Iron Mountain ski jump

Iron Mountain ski jump

Tuesday, March 31, 2020

TRUSTING WHAT WE KNOW [W, 3-31-20]


Reflections on Faith & Life for the Years of Winter

The time of corona is not a good time to trust how you feel. It is a good time to trust what you know.

When Jennie Edwards Bertrand, the pastor at Hope Church in Bloomington, IL, was trying to explain my credentials for writing about dealing with the corona virus,  she said, “He’s way over on the right end of the vulnerability spectrum.” Meaning that I am a very elderly Elder. [1] That was quite strange. I am rarely identified as being on the right end of any spectrum. [2]

Throughout my career, I was usually consigned to the left end of the line, even though I thought of myself as staunchly conservative. [“Don’t smoke, drink, or chew, or go with girls who do.”]

When Bill and I were appointed to churches in adjoining towns, I was pretty sure my place on the spectrum would be a problem to him. He was on the other end. There was no way we could avoid each other, though. We were in the two largest churches in the District, in the same county, even. At District and Conference events, we approached each other warily, like dogs on the street.

Well, as you would suspect, because that is the way this sort of story is supposed to go, we became good friends. He loved introducing me as “my liberal friend,” as though he were both surprised and pleased that he even had a liberal friend. We talked about a lot of things that he didn’t feel comfortable discussing with his conservative friends.

One day, he said, “What I appreciate about you is that you don’t let your feelings get in the way of your witness. When you don’t feel like God is there, you don’t say that. You trust what you know, not how you feel. We conservatives are big into feelings. ‘He lives within my heart.’ But sometimes my heart is dead and doubtful. That’s when we have to trust not how we feel, but what we know. ‘I know that my redeemer liveth.’”

A time of upheaval, the time of a viral pandemic, is not the best time to trust our feelings. The more upset the times, the less reliable our feelings are. This is the right time to trust what we know, both in science and in religion.

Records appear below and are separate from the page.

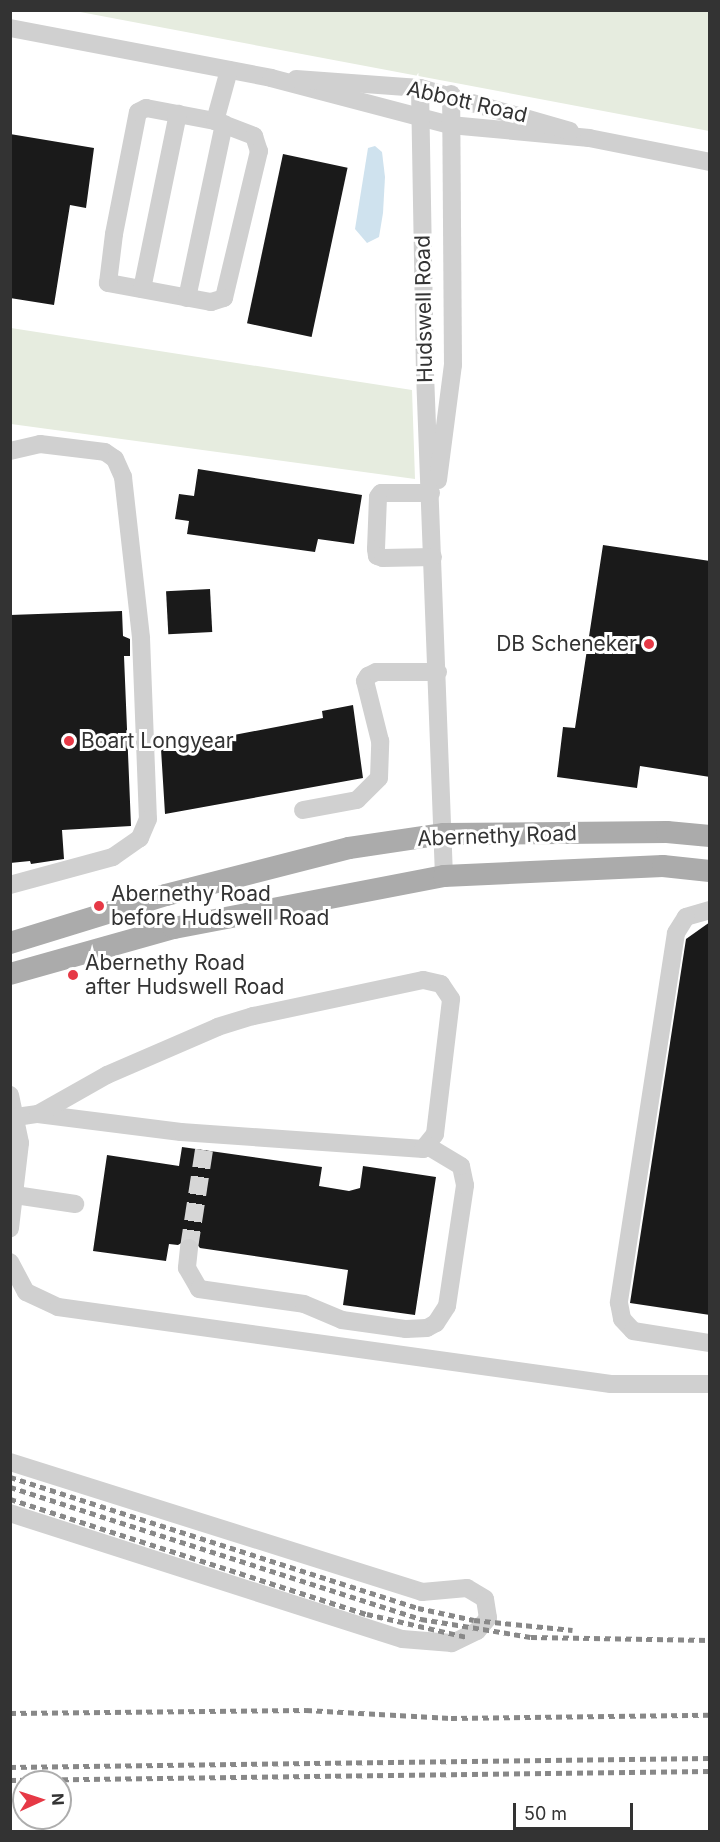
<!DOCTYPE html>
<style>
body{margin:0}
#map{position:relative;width:720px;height:1842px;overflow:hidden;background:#fff;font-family:Inter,sans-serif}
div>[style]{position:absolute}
.green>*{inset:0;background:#e6ecdf}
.water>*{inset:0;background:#cfe2ee}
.building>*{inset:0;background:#1a1a1a;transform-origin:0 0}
.minor-tunnel>*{height:18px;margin-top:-9px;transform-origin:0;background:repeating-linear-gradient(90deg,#d6d6d6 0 18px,transparent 0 27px)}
.minor>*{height:18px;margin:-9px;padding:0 9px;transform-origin:9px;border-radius:9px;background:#d0d0d0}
.major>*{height:22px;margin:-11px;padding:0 11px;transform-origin:11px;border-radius:11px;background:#ababab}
.rail>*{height:4.5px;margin-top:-2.25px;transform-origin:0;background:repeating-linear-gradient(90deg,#888 0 6px,transparent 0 10.5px)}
.dots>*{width:16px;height:16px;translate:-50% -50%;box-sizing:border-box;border:3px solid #fff;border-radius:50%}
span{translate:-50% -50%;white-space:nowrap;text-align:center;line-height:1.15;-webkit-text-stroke:6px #fff;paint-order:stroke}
.street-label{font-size:21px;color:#333}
.poi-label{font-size:21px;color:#333}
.right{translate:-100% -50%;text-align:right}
.left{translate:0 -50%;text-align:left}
.frame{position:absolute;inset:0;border:12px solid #333;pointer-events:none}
.north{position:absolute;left:12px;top:1770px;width:60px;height:60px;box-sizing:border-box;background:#fff;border:2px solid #adadad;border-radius:50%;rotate:87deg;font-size:16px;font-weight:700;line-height:24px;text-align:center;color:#333}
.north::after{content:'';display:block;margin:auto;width:21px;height:27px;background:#e63946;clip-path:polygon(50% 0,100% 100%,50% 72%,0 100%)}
.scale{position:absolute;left:513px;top:1803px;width:120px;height:27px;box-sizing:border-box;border:3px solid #333;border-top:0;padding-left:8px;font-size:18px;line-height:21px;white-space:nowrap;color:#333;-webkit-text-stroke:4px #fff;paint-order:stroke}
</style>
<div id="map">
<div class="green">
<i style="clip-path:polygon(75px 11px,709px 11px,709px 131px)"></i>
<i style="clip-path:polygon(11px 328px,412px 390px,415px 479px,11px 424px)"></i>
</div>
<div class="water">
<i style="clip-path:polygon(375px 146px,382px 152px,385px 177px,383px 213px,379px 237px,367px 243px,355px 229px,368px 148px)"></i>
</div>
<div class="building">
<i style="clip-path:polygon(10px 134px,94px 148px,86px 208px,70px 205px,54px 305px,10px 298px)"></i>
<i style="left:283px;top:154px;width:66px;height:173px;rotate:12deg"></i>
<i style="clip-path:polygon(198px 469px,362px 495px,354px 544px,318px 539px,315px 552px,187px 534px,189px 521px,175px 519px,179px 494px,194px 496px)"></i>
<i style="clip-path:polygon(603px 545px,710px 561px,710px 777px,640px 766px,637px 788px,557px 777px,563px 727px,575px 728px)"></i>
<i style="left:210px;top:589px;width:43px;height:44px;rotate:87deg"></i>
<i style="clip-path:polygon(122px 611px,123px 636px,130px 639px,130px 656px,124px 656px,131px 826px,62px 830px,64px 859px,31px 864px,30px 861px,10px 863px,10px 615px)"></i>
<i style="clip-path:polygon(353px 705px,363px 778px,165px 814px,161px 749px,323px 718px,322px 711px)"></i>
<i style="clip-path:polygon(710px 922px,710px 1315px,630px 1303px,686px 939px)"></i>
<i style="clip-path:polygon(182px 1147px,322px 1167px,319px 1186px,349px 1191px,360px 1188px,363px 1166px,436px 1177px,415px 1315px,343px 1305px,348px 1270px,200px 1248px,191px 1237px,178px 1245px,169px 1244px,166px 1261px,93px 1251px,107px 1155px,179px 1166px)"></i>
</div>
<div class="minor-tunnel">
<i style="left:189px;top:1248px;width:99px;rotate:-81.3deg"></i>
</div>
<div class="minor">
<i style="left:10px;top:28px;width:266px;rotate:10.8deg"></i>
<i style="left:271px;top:78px;width:185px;rotate:14.7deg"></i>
<i style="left:450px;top:125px;width:140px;rotate:5.3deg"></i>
<i style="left:589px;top:138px;width:123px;rotate:11.2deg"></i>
<i style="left:296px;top:79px;width:124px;rotate:4.2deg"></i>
<i style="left:420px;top:88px;width:156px;rotate:16deg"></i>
<i style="left:420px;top:88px;width:285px;rotate:89deg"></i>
<i style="left:425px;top:373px;width:503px;rotate:87.84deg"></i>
<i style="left:146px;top:108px;width:70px;rotate:10.7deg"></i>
<i style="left:215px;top:121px;width:42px;rotate:21deg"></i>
<i style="left:254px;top:136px;width:16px;rotate:72deg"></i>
<i style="left:259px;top:151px;width:151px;rotate:103.4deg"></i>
<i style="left:224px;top:298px;width:14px;rotate:163deg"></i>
<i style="left:211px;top:302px;width:105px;rotate:-169.5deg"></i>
<i style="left:108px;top:283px;width:49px;rotate:-83deg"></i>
<i style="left:114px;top:234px;width:124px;rotate:-78.9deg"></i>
<i style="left:138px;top:112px;width:9px;rotate:-27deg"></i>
<i style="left:215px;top:121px;width:53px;rotate:-74.6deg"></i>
<i style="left:142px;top:289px;width:179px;rotate:-78.4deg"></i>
<i style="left:187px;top:298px;width:178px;rotate:-78deg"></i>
<i style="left:10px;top:451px;width:31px;rotate:-13deg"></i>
<i style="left:40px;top:444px;width:65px;rotate:7deg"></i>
<i style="left:105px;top:452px;width:12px;rotate:35deg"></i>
<i style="left:115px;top:459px;width:20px;rotate:66deg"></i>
<i style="left:123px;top:477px;width:162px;rotate:83.6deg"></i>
<i style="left:141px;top:638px;width:181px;rotate:87.8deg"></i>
<i style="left:148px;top:819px;width:21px;rotate:113deg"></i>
<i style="left:140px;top:838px;width:33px;rotate:145deg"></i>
<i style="left:113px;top:857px;width:107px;rotate:164.8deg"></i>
<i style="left:438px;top:480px;width:116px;rotate:-82.6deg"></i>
<i style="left:453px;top:365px;width:271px;rotate:-90.4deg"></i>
<i style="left:431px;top:493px;width:50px;rotate:180deg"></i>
<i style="left:381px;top:493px;width:5px;rotate:127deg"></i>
<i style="left:378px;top:497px;width:52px;rotate:92.2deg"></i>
<i style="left:376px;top:549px;width:7px;rotate:82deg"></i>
<i style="left:377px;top:556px;width:6px;rotate:18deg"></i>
<i style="left:383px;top:558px;width:50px;rotate:-1.1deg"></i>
<i style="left:303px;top:810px;width:55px;rotate:-10.5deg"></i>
<i style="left:357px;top:800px;width:31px;rotate:-45deg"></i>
<i style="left:379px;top:778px;width:37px;rotate:-88deg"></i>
<i style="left:380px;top:741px;width:62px;rotate:-104deg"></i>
<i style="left:365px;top:681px;width:6px;rotate:-59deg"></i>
<i style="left:368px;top:676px;width:9px;rotate:-27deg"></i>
<i style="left:376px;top:672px;width:62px"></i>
<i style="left:710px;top:910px;width:25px;rotate:164deg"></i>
<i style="left:686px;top:917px;width:19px;rotate:122deg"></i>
<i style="left:676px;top:933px;width:374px;rotate:98.8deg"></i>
<i style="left:619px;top:1303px;width:16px;rotate:79deg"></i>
<i style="left:622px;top:1319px;width:16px;rotate:47deg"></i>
<i style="left:633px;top:1331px;width:78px;rotate:8.9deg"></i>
<i style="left:10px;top:1095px;width:49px;rotate:78.2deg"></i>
<i style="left:20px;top:1143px;width:86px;rotate:96.7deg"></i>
<i style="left:16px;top:1117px;width:22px;rotate:-8deg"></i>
<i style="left:38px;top:1114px;width:144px;rotate:7.2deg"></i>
<i style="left:181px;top:1132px;width:243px;rotate:4deg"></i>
<i style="left:423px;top:1149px;width:19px;rotate:-51deg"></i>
<i style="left:435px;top:1134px;width:136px;rotate:-83.2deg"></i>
<i style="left:451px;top:999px;width:18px;rotate:-124deg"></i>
<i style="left:441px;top:984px;width:18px;rotate:-167deg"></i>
<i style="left:423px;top:980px;width:174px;rotate:168deg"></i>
<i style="left:253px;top:1016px;width:37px;rotate:163deg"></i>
<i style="left:218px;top:1027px;width:121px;rotate:156.6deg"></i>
<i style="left:107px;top:1075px;width:79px;rotate:150.5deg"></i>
<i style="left:15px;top:1195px;width:61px;rotate:8.5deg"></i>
<i style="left:189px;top:1248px;width:20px;rotate:96deg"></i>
<i style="left:187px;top:1268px;width:24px;rotate:60deg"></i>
<i style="left:199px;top:1289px;width:106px;rotate:8.1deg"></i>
<i style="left:304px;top:1304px;width:41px;rotate:22.8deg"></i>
<i style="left:342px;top:1320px;width:65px;rotate:8deg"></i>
<i style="left:406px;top:1329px;width:21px;rotate:-3deg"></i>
<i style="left:427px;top:1328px;width:10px;rotate:-29deg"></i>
<i style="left:436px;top:1323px;width:20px;rotate:-57deg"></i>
<i style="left:447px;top:1306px;width:122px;rotate:-81.5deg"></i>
<i style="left:465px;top:1185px;width:19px;rotate:-102deg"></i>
<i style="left:461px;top:1166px;width:39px;rotate:-149deg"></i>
<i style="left:10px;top:1262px;width:34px;rotate:62deg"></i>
<i style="left:26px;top:1292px;width:35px;rotate:25deg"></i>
<i style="left:58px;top:1307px;width:558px;rotate:7.93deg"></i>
<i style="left:611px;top:1384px;width:99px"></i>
<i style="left:10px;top:1462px;width:432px;rotate:17.5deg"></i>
<i style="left:422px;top:1592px;width:45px;rotate:-5.1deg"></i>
<i style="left:467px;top:1588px;width:21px;rotate:31deg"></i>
<i style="left:485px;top:1599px;width:19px;rotate:81deg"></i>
<i style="left:488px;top:1618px;width:17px;rotate:130deg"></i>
<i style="left:477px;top:1631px;width:28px;rotate:154deg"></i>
<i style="left:452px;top:1643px;width:50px;rotate:-175.4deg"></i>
<i style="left:402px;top:1639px;width:412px;rotate:-162.2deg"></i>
</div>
<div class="major">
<i style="left:10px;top:943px;width:163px;rotate:-17.1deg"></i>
<i style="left:166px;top:895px;width:189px;rotate:-14.4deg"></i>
<i style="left:349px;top:848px;width:96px;rotate:-8.4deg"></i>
<i style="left:444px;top:834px;width:223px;rotate:-0.5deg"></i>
<i style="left:667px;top:832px;width:43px;rotate:5.3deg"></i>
<i style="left:10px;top:974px;width:170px;rotate:-15.7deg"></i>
<i style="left:174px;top:928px;width:275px;rotate:-10.9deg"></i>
<i style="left:444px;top:876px;width:219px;rotate:-2.6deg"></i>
<i style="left:663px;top:866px;width:47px;rotate:6.1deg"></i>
</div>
<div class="rail">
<i style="left:10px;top:1477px;width:429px;rotate:17.8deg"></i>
<i style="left:418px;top:1608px;width:57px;rotate:12.1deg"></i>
<i style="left:474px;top:1620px;width:99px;rotate:5.8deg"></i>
<i style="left:10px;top:1487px;width:432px;rotate:17.8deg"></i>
<i style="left:421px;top:1619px;width:111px;rotate:9.3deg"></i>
<i style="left:531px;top:1637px;width:179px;rotate:1deg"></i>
<i style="left:10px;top:1499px;width:375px;rotate:17.9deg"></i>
<i style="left:367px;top:1614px;width:103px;rotate:13deg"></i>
<i style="left:10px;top:1713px;width:296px;rotate:-0.6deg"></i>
<i style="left:306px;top:1710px;width:145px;rotate:3.2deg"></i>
<i style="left:451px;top:1718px;width:259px;rotate:-0.7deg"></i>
<i style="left:10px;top:1767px;width:700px;rotate:-0.74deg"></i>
<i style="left:10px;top:1780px;width:700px;rotate:-0.74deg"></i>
</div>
<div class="dots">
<i style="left:649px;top:644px;background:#e63946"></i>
<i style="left:69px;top:741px;background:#e63946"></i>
<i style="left:99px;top:906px;background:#e63946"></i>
<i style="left:73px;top:975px;background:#e63946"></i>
</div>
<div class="street-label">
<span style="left:467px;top:102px;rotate:13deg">Abbott Road</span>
<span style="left:424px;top:309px;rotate:-91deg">Hudswell Road</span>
<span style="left:497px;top:836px;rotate:-2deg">Abernethy Road</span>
</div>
<div class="poi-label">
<span class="right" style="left:637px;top:644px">DB Scheneker</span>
<span class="left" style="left:81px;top:741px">Boart Longyear</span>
<span class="left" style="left:111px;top:906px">Abernethy Road<br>before Hudswell Road</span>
<span class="left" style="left:85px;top:975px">Abernethy Road<br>after Hudswell Road</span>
</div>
<div class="frame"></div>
<div class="north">N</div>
<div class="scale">50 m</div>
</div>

We are often told, “Follow your heart.” But my heart has sometimes led me astray. Jesus did not say anything about feeling the truth.  He said, “You shall know the truth and it will make you free.” [John 8:32]

John Robert McFarland

1] Jennie and I are both Elders, despite our age disparity. “Elder” is the designation for any fully-ordained Methodist clergy person.

2] It reminds me of the time Helen and I were at a Marcus Borg conference. He was doing the ecclesial version of the Catskills resort welcome—How many are from New York? How many from Florida? How many… With Marcus it was—How many are Baptists? How many Methodists? How many Unitarians? There were only a couple of Unitarians, over against the wall. Marcus deadpanned: “Unitarians to my right; how unusual.”